I see the gentlelady from Ohio (Ms. Sutton), and I hope that she claims the next hour of time. I thank her for coming here and for being here so quickly. I will use the remaining 3 minutes of my time, and I will look forward to being part of her Special Order, right up until the Vice Presidential debate starts.

[Time: 20:15]


We are told in 2009 we are going to pass really good legislation to make sure that this never happens again--corporate governance reform, regulatory reform, we are going to get it done. What is really going to happen? We may write a really good bill in the House, something Wall Street really hates. Then it goes over to the Senate where 41 Senators out of 100 is all it takes to block it. I don't think they will defeat reform legislation in the Senate. They will delay it and then they will dilute
it. And by the time it passes, it will be so diluted, Wall Street will drink it down with a smile on its face knowing that no effective reform is really being imposed upon them.

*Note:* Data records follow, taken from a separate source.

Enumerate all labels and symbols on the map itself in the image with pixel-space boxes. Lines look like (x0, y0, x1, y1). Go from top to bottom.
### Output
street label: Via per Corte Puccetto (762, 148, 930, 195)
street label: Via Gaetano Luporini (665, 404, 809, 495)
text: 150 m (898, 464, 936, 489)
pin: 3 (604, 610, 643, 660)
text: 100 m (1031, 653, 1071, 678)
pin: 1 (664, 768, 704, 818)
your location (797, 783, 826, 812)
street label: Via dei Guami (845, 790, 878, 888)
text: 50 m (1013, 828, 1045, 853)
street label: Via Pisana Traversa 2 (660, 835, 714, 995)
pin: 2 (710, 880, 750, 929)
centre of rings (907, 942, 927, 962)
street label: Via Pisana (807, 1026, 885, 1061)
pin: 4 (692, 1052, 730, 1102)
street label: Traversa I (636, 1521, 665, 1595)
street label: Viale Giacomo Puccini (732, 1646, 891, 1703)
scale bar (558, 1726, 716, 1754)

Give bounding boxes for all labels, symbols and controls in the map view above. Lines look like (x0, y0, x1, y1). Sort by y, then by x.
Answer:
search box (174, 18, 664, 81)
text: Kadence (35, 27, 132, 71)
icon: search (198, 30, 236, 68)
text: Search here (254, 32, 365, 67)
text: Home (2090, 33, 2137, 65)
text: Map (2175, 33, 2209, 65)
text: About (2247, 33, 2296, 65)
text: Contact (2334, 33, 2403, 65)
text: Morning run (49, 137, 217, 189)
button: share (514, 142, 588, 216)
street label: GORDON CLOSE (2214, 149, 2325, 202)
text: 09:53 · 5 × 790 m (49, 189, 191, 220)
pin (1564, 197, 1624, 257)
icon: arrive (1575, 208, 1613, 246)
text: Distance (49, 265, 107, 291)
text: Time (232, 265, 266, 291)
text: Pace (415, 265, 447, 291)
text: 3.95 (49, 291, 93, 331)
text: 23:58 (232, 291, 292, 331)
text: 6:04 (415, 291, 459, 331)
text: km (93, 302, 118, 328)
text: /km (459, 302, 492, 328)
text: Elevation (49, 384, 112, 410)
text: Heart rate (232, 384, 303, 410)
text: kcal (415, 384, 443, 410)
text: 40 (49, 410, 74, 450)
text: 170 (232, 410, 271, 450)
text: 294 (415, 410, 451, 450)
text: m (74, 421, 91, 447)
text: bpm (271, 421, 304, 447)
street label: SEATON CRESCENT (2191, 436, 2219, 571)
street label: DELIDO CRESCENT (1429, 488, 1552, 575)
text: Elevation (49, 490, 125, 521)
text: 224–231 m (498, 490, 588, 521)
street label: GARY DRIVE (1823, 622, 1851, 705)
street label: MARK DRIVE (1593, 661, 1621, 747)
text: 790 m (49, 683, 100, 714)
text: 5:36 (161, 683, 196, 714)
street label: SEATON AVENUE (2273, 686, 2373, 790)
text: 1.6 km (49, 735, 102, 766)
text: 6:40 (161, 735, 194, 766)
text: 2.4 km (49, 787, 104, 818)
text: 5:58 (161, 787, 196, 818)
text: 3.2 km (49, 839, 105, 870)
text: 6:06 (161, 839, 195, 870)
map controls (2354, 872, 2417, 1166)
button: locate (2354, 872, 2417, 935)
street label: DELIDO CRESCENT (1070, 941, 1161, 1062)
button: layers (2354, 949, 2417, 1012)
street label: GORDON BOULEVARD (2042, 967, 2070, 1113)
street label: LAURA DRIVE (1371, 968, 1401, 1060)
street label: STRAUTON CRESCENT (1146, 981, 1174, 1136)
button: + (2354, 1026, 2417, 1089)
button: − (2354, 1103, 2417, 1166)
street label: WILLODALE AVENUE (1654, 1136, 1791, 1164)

So we are not going to see meaningful regulatory reform; although we will pass something and Wall Street will tell you it is a big deal. We will see million-dollar-a-month salaries, or one-and-a-half million or $2 million a month salaries paid to the executives of these firms while they are getting a bailout with our taxpayer money.

We are going to see a very large percentage of this money going to buy securities, bad paper, and toxic assets currently in safes in Shanghai, Beijing, London and Riyadh, Saudi Arabia.

We will see all of the power in the hands of the Bush administration and in the hands of a part-time temporary administrator, namely the Secretary of the Treasury.

Under this bill, if it passes, we don't really know what is going to happen to the economy. No one knows. The only thing that is certain, two things: Wall Street executives are going to get huge amounts of money and our children and grandchildren are going to get stuck with hundreds of billions of dollars of additional Federal debt. And we as a country, having just done a bad $700 billion program, will not be able to do anything to help homeowners because we won't have the money. We won't be
able to bail out local governments because we won't have the money. We won't be able to deal effectively with the real banking-lending crisis because we will have shot our entire wad on a bill that is guaranteed only to do one thing, and that is to help the truly wealthy on Wall Street.

My time has expired, and I look forward to the Speaker giving unanimous consent to the gentlelady from Ohio controlling the next hour.